Copy every line from the data below in which the string "controls" can be found.
━━━━━━
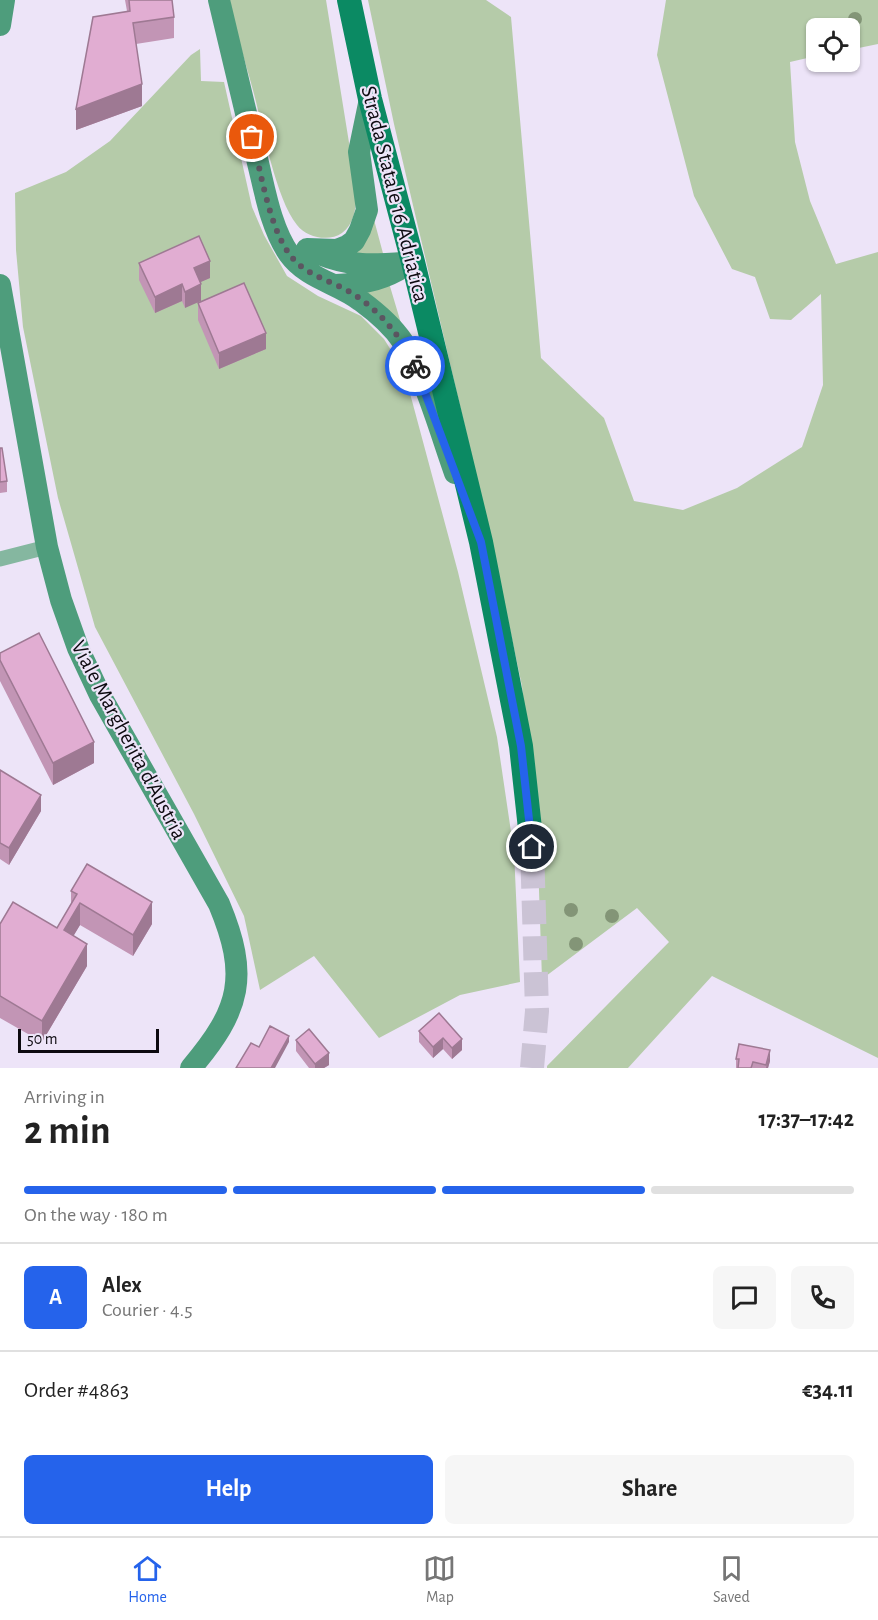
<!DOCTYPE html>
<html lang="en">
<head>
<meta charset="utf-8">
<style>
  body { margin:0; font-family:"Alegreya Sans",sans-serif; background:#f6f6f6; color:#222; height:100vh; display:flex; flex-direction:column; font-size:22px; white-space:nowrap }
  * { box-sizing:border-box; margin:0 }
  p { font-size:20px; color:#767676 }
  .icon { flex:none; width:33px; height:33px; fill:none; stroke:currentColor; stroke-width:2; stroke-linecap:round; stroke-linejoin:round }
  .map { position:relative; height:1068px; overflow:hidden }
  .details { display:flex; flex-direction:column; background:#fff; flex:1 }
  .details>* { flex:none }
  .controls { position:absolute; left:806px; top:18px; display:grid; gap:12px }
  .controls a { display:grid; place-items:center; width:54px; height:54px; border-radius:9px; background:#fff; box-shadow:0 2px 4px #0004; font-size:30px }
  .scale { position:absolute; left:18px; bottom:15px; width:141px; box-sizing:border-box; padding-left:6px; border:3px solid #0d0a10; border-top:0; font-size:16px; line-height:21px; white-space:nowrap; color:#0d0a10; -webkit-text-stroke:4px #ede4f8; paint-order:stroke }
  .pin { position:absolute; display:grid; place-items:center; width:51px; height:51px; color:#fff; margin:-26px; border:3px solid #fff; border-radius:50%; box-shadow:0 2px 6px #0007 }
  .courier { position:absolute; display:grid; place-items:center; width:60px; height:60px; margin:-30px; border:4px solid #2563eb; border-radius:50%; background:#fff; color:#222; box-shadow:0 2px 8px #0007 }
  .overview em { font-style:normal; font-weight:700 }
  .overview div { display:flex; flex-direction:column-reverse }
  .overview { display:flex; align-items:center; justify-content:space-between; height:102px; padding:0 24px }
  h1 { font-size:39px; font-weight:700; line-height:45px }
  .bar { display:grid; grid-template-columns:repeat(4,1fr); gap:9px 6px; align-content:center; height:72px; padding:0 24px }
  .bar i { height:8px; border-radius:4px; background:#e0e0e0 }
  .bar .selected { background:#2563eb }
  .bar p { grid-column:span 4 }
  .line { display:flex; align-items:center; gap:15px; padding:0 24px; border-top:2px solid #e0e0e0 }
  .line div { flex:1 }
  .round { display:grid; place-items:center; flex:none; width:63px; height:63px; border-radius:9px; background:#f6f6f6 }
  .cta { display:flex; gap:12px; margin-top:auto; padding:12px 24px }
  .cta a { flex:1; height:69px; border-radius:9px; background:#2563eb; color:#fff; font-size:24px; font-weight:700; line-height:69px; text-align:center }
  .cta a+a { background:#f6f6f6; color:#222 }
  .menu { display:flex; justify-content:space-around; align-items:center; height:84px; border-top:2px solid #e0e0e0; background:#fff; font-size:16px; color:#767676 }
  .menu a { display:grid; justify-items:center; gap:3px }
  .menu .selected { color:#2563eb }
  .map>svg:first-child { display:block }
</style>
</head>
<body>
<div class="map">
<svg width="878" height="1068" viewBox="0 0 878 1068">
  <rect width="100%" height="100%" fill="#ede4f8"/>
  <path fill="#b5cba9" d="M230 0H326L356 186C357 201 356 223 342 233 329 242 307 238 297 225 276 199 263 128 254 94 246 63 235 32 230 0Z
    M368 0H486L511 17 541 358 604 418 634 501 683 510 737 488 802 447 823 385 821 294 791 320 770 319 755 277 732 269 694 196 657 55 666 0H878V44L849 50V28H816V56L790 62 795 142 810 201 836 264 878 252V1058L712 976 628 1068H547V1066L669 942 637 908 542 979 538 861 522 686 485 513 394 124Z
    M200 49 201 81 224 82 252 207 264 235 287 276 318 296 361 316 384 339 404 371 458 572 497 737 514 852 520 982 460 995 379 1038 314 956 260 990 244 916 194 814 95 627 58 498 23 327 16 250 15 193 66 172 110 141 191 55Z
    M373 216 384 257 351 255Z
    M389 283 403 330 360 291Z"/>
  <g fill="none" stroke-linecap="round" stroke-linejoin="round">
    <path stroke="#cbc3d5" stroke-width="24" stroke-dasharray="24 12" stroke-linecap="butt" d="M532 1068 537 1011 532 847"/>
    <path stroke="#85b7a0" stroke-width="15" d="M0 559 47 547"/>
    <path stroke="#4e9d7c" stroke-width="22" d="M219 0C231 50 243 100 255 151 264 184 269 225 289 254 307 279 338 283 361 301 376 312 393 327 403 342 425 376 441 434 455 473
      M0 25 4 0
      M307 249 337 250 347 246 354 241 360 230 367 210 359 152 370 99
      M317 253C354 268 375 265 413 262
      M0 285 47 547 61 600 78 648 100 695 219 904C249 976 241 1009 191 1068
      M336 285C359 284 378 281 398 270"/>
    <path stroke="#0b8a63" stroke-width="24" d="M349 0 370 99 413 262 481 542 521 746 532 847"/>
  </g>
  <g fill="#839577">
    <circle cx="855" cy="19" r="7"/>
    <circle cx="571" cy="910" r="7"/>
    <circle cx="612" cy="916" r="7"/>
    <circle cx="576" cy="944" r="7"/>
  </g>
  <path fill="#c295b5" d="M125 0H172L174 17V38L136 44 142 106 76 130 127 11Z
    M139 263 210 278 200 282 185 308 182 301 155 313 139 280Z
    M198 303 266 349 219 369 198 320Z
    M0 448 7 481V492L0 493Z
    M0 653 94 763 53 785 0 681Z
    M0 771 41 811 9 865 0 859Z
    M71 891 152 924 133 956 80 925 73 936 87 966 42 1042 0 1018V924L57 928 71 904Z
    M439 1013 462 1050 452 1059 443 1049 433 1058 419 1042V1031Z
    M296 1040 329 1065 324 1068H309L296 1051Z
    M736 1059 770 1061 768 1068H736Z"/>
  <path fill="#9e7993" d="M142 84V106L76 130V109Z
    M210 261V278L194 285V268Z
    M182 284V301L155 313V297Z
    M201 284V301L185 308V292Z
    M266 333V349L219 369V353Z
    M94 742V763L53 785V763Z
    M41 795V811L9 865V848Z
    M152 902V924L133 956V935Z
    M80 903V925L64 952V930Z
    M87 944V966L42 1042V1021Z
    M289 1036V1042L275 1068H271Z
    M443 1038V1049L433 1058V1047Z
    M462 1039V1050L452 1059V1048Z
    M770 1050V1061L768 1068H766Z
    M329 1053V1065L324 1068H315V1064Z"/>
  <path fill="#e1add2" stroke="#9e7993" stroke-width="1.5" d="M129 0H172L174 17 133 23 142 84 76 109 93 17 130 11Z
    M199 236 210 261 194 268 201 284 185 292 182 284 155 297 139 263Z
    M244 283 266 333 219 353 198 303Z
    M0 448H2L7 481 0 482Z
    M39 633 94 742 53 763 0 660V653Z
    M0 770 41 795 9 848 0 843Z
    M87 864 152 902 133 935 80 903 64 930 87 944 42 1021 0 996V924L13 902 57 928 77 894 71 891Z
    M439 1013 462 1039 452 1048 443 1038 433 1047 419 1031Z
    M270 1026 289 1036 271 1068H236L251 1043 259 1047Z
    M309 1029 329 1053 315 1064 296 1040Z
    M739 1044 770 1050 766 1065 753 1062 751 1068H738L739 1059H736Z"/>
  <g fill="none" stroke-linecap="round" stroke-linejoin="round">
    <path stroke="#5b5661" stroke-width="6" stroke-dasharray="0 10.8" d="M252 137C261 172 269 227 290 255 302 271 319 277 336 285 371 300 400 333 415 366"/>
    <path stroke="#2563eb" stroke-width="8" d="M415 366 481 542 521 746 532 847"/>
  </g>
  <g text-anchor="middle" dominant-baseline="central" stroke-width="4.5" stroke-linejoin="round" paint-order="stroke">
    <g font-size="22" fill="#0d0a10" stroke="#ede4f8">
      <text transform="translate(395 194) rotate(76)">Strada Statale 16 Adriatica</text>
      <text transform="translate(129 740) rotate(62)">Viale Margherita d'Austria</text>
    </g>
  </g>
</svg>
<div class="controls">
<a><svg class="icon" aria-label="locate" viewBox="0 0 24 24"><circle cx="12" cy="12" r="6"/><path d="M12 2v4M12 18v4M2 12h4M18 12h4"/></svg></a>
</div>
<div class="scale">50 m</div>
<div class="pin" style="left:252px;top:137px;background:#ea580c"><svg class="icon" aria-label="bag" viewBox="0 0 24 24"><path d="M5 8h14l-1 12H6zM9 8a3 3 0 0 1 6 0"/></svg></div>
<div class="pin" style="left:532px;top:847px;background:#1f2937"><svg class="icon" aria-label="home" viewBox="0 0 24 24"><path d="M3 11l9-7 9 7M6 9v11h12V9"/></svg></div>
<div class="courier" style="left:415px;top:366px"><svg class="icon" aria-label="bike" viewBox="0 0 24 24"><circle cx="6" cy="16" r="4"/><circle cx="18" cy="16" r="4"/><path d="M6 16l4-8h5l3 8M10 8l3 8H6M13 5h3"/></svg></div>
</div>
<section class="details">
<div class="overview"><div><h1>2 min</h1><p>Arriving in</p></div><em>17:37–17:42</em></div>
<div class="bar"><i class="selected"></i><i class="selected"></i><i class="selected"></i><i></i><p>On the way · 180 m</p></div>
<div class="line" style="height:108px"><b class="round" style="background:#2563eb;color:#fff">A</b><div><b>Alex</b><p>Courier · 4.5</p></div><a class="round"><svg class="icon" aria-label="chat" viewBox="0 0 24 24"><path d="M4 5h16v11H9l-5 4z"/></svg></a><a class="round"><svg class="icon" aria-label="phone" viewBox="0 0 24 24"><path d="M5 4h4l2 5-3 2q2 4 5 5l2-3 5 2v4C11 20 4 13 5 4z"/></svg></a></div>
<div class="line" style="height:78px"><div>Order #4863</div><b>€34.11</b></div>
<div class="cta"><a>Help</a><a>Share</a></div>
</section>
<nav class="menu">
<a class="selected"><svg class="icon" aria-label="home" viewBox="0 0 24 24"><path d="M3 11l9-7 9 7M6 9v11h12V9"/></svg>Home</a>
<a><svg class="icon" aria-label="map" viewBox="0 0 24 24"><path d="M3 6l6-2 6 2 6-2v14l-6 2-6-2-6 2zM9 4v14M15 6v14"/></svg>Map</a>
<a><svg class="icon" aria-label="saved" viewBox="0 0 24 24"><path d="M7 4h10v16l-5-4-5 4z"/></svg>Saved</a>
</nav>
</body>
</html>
━━━━━━
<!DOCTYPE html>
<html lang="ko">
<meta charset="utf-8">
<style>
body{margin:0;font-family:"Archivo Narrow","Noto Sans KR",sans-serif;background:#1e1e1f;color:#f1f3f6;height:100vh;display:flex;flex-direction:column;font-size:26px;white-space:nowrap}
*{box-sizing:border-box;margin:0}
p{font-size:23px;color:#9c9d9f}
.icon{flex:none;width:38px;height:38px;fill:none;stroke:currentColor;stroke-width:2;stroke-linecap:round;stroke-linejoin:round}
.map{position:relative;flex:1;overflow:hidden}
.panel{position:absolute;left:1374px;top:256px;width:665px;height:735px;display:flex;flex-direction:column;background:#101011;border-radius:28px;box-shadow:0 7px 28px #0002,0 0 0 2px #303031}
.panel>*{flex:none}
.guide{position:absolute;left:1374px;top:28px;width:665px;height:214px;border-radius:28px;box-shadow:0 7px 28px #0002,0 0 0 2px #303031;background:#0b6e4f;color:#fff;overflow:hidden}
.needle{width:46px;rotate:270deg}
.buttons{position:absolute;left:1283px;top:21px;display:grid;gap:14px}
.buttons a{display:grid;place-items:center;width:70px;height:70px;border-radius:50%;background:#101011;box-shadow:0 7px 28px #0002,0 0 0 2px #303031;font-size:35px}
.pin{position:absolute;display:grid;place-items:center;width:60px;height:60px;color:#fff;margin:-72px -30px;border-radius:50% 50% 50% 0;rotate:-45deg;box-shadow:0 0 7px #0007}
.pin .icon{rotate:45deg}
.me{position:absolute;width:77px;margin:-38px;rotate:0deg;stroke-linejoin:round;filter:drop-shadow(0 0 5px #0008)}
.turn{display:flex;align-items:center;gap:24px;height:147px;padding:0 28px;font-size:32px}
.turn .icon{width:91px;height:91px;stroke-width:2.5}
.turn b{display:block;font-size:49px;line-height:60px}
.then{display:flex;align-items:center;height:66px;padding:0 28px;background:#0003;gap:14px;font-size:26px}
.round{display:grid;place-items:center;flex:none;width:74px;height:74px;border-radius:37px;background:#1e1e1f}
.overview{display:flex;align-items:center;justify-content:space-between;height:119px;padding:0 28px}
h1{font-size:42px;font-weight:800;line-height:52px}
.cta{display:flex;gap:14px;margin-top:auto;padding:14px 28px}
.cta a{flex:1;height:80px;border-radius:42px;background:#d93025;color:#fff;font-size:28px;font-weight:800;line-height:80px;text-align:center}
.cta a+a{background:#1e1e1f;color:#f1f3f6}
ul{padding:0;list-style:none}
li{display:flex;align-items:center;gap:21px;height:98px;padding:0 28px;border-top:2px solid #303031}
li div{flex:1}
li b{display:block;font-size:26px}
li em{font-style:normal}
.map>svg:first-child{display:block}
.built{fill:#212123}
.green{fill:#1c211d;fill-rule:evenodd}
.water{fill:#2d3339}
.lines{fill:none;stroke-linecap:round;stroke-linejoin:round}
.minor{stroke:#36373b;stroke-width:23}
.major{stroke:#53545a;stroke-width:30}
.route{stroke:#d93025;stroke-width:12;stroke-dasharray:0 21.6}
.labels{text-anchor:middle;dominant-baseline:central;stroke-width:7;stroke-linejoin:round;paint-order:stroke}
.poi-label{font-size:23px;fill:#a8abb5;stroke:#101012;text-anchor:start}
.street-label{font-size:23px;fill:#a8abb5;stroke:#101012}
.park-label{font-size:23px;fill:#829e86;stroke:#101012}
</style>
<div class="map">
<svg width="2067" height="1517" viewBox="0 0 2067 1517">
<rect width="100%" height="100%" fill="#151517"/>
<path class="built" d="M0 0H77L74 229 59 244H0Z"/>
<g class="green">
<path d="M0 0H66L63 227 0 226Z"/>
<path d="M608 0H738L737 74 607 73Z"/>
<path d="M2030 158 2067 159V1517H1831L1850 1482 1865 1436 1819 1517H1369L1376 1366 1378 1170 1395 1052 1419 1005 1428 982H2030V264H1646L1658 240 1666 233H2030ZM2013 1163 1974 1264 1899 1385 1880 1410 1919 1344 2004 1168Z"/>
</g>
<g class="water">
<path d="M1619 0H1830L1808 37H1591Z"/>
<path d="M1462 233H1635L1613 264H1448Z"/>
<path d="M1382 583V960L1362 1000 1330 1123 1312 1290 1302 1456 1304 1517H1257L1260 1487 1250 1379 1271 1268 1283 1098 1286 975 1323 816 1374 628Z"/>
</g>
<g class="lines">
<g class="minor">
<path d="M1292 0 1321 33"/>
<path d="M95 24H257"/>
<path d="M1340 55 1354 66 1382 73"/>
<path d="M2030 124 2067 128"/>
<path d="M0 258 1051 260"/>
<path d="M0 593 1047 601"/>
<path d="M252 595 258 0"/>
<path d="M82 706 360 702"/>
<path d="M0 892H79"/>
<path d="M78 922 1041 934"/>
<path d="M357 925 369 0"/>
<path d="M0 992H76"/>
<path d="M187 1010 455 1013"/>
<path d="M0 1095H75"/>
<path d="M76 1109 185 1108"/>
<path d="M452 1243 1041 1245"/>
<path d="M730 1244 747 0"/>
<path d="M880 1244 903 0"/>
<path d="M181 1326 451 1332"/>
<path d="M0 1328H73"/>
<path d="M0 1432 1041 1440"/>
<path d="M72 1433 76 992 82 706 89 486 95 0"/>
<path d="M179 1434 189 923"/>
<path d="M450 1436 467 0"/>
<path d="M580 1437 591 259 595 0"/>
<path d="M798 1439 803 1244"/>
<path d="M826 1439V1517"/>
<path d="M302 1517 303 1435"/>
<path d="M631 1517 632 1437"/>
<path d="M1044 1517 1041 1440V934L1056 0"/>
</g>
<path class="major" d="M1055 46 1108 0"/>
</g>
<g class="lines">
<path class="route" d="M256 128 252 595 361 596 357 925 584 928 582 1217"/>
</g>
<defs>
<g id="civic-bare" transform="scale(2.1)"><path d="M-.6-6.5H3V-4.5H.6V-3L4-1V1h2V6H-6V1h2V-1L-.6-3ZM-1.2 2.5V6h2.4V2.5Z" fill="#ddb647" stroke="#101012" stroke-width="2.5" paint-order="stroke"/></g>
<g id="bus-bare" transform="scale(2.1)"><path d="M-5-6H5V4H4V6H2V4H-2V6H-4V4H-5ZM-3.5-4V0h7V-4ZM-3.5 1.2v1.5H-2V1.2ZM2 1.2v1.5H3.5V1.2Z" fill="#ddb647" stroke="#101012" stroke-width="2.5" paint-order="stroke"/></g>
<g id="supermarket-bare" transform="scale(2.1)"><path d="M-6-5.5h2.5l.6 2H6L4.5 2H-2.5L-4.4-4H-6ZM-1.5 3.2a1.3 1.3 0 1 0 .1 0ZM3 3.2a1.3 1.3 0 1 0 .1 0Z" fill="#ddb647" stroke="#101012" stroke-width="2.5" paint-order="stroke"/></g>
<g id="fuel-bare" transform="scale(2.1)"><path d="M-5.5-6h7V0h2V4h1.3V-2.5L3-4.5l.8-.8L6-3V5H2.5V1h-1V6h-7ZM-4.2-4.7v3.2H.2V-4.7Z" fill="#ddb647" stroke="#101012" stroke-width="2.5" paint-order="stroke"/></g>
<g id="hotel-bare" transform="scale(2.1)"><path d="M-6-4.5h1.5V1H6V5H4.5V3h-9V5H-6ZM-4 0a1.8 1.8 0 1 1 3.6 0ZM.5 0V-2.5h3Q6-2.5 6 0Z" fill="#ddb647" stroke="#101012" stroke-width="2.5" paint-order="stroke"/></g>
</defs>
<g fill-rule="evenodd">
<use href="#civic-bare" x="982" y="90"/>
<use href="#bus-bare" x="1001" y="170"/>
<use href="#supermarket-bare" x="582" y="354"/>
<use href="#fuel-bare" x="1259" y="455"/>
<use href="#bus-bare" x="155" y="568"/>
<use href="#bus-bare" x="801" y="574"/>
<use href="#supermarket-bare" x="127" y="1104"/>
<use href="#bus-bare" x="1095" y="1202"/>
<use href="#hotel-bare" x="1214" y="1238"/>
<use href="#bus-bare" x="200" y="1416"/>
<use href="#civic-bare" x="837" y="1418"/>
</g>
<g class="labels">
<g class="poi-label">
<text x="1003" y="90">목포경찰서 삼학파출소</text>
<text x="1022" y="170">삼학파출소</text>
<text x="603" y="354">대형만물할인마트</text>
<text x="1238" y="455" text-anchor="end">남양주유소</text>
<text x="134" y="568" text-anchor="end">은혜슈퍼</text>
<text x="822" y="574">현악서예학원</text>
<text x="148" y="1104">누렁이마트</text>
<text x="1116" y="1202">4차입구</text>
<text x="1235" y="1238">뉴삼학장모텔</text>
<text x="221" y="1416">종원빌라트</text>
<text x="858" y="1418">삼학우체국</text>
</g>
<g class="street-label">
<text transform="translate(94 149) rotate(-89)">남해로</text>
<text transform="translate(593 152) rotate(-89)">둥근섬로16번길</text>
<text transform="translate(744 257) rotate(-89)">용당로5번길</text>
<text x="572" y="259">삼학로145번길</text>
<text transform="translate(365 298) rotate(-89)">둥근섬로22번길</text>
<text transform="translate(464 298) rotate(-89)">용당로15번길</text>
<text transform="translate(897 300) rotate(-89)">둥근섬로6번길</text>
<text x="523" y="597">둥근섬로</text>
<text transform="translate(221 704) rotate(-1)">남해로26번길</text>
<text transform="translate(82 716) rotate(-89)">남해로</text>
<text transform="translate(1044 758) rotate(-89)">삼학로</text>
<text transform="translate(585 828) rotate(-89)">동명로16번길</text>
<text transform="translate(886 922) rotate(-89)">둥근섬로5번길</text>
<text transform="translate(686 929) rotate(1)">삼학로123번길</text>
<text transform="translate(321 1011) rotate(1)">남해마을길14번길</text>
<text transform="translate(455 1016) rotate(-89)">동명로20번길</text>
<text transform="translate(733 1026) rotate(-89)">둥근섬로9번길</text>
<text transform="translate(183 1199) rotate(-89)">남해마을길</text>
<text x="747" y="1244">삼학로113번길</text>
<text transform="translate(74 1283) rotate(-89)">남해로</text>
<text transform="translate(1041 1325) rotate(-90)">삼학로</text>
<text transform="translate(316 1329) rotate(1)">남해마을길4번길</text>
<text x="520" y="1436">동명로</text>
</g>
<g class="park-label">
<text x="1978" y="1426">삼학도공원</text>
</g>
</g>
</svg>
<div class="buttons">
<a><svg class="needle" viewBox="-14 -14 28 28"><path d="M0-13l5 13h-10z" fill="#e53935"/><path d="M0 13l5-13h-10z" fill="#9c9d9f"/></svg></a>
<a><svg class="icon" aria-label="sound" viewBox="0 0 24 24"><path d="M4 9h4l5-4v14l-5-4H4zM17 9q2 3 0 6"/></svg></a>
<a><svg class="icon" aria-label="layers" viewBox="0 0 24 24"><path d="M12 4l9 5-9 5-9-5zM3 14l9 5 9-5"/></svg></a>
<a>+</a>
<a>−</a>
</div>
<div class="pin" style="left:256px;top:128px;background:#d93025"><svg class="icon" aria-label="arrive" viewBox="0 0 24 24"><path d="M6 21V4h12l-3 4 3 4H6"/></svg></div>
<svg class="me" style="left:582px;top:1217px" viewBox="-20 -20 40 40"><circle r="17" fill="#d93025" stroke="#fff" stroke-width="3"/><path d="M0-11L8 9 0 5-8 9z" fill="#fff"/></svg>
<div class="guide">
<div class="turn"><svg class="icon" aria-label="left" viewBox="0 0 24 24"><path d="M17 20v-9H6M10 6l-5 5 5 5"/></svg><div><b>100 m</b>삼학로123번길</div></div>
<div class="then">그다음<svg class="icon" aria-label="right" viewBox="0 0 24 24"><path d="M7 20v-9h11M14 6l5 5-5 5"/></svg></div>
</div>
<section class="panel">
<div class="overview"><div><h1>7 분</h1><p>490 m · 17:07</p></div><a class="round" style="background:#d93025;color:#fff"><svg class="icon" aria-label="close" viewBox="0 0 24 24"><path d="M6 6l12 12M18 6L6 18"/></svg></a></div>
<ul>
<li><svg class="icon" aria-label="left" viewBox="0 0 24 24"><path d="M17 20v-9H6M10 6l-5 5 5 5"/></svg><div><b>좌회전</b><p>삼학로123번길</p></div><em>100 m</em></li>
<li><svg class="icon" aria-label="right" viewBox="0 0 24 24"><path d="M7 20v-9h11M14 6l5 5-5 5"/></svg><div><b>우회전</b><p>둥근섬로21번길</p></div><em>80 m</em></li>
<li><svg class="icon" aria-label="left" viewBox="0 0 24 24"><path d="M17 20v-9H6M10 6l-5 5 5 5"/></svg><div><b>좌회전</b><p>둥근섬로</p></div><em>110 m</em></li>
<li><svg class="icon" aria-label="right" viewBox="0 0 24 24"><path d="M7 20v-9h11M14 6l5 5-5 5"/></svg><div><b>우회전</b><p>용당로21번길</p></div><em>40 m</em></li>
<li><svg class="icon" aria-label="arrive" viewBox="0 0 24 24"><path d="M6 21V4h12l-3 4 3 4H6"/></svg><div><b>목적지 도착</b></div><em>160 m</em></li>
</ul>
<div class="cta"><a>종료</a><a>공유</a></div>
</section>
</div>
━━━━━━
YOUR SOLUTION:
  .controls { position:absolute; left:806px; top:18px; display:grid; gap:12px }
  .controls a { display:grid; place-items:center; width:54px; height:54px; border-radius:9px; background:#fff; box-shadow:0 2px 4px #0004; font-size:30px }
<div class="controls">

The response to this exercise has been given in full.